Mais où aller, où frapper? Dans la conversation, Guillaume, cherchant à qui Salvat avait pu demander asile, nomma Janzen, et il eut un instant l'idée d'envoyer aux renseignements chez celui-ci. Puis, il réfléchit que Janzen, s'il avait appris l'attentat, n'était pas homme à attendre chez lui la police.

– J'irais bien t'acheter les journaux du soir, répétait Pierre. Mais il n'y a rien dedans, à coup sûr… Dans Neuilly, je connais presque tout le monde. Seulement, je ne vois personne, à moins, pourtant, que Bache…

Guillaume l'interrompit.

– Tu connais Bache, le conseiller municipal?

– Oui, nous nous sommes occupés ensemble de bonnes œuvres, dans le quartier.

– Oh! Bache est un de mes vieux amis, et je ne sais pas d'homme plus sûr. Va chez lui, ramène-le-moi, je t'en prie.

Un quart d'heure plus tard, Pierre ramenait Bache, qui habitait une rue voisine. Et il ne le ramenait pas seul, ayant eu la surprise de trouver chez lui Janzen. Comme Guillaume s'en était douté, celui-ci, dînant chez la princesse de Harth et apprenant l'attentat, s'était bien gardé de rentrer coucher dans son petit logement de la rue des Martyrs, où la police pouvait avoir l'idée d'établir une souricière. On connaissait ses attaches, il se savait guetté, toujours sous le coup, comme étranger anarchiste, d'une arrestation ou d'une expulsion. Aussi avait-il cru prudent d'aller, pour quelques jours, demander l'hospitalité à Bache, homme très droit, très serviable, aux mains duquel il se confiait sans crainte. Jamais il ne serait resté chez Rosemonde, cette détraquée adorable qui, depuis un mois, l'affichait par un besoin éperdu de sensations nouvelles, et dont il avait senti toute l'inutile et dangereuse extravagance.
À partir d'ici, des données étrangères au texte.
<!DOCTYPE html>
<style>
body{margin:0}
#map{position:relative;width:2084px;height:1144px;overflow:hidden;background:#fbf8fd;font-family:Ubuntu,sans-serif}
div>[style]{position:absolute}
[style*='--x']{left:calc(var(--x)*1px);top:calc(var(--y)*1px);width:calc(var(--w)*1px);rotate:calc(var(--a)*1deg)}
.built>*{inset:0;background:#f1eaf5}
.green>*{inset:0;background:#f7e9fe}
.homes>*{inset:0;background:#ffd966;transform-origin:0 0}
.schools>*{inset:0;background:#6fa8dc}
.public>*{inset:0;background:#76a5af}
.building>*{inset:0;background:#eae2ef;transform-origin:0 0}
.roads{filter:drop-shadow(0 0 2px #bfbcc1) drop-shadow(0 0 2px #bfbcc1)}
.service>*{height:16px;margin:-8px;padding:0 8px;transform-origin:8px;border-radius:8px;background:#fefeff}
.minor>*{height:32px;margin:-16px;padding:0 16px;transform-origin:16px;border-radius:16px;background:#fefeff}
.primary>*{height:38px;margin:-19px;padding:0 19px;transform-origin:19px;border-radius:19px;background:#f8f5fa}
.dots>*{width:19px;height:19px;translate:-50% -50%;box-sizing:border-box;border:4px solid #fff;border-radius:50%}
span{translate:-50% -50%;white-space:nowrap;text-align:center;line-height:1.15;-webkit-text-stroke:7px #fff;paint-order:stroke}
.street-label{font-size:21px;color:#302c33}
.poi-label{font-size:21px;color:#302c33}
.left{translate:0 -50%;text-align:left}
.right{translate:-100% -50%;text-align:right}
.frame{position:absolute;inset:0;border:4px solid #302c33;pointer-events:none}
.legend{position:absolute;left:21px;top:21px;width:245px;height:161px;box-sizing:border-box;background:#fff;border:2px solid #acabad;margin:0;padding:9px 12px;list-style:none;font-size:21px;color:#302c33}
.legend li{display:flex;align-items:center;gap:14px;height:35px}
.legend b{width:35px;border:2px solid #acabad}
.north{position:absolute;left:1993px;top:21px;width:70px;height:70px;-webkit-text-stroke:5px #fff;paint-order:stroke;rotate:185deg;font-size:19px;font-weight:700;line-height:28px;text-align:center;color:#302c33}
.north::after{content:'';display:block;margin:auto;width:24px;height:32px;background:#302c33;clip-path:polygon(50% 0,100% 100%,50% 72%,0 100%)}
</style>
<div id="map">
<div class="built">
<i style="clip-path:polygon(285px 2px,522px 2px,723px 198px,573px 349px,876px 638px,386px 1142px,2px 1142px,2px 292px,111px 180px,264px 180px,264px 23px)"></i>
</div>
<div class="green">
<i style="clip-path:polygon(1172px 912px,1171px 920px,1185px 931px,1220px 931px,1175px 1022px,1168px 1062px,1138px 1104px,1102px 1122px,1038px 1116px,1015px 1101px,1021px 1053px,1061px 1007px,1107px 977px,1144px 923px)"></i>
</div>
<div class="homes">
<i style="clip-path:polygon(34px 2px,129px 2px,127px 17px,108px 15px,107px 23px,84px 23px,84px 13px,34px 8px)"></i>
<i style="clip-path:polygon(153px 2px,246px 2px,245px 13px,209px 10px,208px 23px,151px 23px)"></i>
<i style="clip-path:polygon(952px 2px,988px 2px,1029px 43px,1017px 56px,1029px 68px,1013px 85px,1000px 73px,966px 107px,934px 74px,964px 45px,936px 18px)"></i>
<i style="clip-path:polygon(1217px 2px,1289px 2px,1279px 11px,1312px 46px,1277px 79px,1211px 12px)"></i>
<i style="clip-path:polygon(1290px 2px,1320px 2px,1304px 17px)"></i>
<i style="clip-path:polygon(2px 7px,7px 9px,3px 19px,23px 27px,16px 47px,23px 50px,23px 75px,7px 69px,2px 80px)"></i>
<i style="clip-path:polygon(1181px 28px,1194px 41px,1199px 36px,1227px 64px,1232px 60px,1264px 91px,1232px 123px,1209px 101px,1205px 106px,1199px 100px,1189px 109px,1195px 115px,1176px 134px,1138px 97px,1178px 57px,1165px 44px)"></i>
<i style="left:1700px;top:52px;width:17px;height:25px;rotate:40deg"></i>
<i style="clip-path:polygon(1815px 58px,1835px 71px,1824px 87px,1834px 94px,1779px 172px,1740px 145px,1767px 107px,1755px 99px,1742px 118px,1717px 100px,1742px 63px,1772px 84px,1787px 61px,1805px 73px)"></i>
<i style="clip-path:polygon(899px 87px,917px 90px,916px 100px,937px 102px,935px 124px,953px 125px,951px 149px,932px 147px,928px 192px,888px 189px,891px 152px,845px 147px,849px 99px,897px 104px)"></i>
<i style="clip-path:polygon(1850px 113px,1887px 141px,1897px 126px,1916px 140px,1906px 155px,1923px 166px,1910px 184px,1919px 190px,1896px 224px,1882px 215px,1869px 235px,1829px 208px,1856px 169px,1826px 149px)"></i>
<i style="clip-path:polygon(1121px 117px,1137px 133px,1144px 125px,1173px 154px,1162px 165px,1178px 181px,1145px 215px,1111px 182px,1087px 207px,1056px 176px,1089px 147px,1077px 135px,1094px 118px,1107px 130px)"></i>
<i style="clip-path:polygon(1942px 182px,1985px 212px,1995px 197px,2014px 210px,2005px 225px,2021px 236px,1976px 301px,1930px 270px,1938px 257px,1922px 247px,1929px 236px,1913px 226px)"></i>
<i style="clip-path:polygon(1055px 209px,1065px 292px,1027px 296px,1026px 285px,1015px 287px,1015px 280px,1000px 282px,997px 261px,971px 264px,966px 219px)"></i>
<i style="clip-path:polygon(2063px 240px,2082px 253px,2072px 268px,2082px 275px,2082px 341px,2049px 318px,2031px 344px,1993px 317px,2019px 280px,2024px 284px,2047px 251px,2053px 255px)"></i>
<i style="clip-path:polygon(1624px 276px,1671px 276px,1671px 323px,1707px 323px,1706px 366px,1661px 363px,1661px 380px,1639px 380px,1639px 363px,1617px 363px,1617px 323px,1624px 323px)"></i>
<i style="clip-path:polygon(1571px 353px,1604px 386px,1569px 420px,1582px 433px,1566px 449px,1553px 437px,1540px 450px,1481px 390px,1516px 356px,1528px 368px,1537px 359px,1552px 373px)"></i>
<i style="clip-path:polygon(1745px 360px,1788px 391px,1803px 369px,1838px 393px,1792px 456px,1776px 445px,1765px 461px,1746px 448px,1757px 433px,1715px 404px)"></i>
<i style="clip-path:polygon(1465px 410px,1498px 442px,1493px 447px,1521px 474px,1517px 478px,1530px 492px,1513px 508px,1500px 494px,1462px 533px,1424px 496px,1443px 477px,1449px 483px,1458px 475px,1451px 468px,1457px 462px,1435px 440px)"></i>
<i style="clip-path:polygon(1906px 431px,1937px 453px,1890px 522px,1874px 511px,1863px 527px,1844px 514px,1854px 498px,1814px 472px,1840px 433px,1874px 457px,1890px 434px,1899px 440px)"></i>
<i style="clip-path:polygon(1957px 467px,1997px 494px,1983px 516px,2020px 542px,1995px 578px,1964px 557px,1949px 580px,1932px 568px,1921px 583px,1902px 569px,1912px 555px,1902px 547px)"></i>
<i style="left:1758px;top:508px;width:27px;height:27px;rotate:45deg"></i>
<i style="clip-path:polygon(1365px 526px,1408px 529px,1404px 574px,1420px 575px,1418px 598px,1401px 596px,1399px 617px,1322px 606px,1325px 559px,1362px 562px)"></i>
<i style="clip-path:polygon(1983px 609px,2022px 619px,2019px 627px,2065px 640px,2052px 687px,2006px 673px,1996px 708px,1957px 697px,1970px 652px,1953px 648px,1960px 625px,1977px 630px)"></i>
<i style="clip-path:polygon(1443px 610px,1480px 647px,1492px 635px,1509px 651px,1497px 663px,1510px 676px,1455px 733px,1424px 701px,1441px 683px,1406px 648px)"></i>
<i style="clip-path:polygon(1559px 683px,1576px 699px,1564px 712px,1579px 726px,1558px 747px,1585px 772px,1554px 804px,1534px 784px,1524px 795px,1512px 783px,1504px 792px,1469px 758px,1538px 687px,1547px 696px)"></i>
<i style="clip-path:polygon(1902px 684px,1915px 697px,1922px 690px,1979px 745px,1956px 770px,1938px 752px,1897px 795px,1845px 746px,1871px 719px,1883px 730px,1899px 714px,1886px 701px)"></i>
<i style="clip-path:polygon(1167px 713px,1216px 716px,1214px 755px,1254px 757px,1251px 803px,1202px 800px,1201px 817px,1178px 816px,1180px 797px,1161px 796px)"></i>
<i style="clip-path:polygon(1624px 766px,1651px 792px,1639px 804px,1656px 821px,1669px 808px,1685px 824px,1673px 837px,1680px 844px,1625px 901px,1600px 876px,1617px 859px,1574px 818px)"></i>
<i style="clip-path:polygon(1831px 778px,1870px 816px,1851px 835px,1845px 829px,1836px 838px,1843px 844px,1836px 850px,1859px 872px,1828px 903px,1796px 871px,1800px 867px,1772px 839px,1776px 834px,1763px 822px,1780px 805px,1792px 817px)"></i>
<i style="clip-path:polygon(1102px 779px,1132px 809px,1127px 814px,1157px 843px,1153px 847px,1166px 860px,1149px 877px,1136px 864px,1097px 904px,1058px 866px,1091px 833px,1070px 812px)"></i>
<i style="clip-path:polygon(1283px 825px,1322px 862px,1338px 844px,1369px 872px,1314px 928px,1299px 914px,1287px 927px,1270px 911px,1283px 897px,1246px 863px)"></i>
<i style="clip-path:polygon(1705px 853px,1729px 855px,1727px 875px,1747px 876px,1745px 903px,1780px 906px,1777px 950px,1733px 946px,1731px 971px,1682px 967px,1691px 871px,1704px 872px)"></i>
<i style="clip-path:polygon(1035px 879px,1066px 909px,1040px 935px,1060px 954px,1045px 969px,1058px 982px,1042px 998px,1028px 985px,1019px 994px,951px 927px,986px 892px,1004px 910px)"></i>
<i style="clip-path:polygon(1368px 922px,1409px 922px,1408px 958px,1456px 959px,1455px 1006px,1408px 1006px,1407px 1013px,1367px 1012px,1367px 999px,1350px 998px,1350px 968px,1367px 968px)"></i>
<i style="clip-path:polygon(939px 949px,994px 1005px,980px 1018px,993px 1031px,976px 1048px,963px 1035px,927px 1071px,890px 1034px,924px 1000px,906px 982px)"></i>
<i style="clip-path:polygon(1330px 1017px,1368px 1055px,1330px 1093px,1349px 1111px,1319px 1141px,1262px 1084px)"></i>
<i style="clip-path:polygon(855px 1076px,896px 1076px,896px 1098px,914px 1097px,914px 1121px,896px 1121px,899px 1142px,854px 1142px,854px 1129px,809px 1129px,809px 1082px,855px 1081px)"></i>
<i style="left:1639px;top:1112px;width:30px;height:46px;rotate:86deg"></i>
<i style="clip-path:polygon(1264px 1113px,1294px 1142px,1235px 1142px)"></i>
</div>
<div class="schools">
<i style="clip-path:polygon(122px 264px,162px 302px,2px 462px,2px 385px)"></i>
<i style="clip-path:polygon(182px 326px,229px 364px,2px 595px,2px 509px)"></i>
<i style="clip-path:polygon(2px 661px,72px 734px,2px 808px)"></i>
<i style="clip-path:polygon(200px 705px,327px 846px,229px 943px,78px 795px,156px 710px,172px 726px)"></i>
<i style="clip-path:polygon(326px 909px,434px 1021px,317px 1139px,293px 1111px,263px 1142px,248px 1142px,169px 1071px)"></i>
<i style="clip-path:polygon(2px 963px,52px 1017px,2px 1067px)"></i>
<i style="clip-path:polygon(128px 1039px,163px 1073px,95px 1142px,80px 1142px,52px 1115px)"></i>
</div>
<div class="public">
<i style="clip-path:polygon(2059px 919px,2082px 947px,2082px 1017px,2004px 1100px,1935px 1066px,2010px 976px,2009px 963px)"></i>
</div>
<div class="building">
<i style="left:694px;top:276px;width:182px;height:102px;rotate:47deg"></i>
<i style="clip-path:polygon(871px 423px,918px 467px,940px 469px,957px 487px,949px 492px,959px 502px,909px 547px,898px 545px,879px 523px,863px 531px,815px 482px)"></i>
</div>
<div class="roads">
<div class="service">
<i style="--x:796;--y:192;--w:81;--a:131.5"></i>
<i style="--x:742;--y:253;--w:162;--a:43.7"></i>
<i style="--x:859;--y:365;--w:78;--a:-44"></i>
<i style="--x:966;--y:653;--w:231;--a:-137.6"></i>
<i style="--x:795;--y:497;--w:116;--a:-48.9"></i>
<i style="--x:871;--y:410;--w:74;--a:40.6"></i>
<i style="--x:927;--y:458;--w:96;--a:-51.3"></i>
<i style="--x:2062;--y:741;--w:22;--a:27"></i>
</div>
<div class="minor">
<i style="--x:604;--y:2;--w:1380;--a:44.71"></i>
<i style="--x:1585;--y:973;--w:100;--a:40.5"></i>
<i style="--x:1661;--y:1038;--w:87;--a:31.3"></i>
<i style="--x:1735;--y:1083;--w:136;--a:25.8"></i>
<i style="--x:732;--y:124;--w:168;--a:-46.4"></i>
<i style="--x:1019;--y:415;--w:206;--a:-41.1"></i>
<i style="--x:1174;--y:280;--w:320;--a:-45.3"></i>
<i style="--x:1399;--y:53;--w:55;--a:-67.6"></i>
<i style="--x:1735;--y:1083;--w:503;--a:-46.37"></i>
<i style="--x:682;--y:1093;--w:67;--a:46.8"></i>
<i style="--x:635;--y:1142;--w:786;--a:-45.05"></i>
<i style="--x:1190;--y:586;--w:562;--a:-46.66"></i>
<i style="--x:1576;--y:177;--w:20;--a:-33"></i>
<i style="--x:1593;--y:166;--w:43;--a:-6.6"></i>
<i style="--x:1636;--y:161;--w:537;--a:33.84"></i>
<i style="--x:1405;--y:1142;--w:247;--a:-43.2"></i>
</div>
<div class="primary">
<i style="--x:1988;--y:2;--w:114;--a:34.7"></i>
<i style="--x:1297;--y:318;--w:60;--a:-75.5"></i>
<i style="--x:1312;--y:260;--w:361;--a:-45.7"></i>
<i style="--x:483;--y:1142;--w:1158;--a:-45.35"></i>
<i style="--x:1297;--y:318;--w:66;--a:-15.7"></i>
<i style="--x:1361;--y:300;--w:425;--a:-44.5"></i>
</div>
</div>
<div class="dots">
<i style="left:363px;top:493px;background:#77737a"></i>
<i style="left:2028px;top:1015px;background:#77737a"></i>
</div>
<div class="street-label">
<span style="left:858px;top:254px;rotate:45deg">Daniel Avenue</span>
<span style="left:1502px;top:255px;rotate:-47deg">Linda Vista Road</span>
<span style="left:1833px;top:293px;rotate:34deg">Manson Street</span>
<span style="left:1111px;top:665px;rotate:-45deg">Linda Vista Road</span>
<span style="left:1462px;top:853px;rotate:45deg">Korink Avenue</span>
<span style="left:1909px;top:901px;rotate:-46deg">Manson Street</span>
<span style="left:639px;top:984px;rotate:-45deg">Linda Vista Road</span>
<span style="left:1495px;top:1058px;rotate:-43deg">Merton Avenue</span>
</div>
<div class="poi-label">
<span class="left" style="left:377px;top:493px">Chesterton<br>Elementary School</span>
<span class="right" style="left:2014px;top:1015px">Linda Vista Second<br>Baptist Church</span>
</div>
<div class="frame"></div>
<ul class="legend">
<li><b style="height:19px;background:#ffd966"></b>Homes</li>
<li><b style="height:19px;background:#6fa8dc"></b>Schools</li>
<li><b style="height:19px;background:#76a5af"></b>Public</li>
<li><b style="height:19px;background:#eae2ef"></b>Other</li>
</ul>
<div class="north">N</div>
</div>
Guillaume, ravi de voir entrer Bache et Janzen, voulut se remettre sur son séant. Mais Pierre exigea qu'il demeurât tranquille, la tête sur l'oreiller, et surtout qu'il parlât le moins possible. Tandis que Janzen restait debout et silencieux, Bache prit une chaise, s'assit à côté du lit, débordant d'amicales paroles. C'était un gros homme de soixante ans, à la figure large et pleine, à la grande barbe blanche, aux longs cheveux blancs. Ses petits yeux tendres se noyaient de rêve, sa grosse bouche avait un bon sourire d'universel espoir. Son père, un saint-simonien fervent, l'avait élevé dans le culte de la croyance nouvelle. Et lui-même, plus tard, tout en gardant le respect de cette croyance, était passé aux idées de Fourier, par un besoin personnel d'ordre et de religiosité, de sorte qu'on trouvait en lui comme une succession et un raccourci des deux doctrines. Vers trente ans, il s'était aussi préoccupé du spiritisme. Riche d'une petite fortune solide, il n'avait eu d'autre aventure en sa vie que d'avoir fait partie de la Commune de 1871, sans trop savoir pourquoi ni comment. Condamné à mort par contumace, bien qu'il eût siégé parmi les modérés, il avait vécu en Belgique, jusqu'à l'amnistie. Et c'était en souvenir de ces choses que Neuilly l'avait envoyé au Conseil municipal, moins cependant pour glorifier la victime de la réaction bourgeoise, que pour récompenser le très brave homme, aimé de tout le quartier.

Dans son besoin de nouvelles, Guillaume dut se confier aux deux visiteurs, leur dire l'histoire de la bombe, la fuite de Salvat, la façon dont il venait d'être blessé, en voulant éteindre la mèche. Et Janzen qui l'écoutait, de son air froid, avec sa maigre figure de Christ très blond, à la barbe et aux cheveux bouclés, dit enfin d'une voix douce, les mots ralentis par son pénible accent étranger:

– Ah! c'est Salvat… Je croyais que ça pouvait être le petit Mathis… Salvat, ça m'étonne, il n'était pas décidé.

Et, lorsque Guillaume, anxieux, lui demanda s'il pensait que Salvat parlerait, il se récria d'abord.

– Oh! non, oh! non!

Puis, il se reprit, avec un peu de dédain dans ses yeux clairs, chimériques et durs.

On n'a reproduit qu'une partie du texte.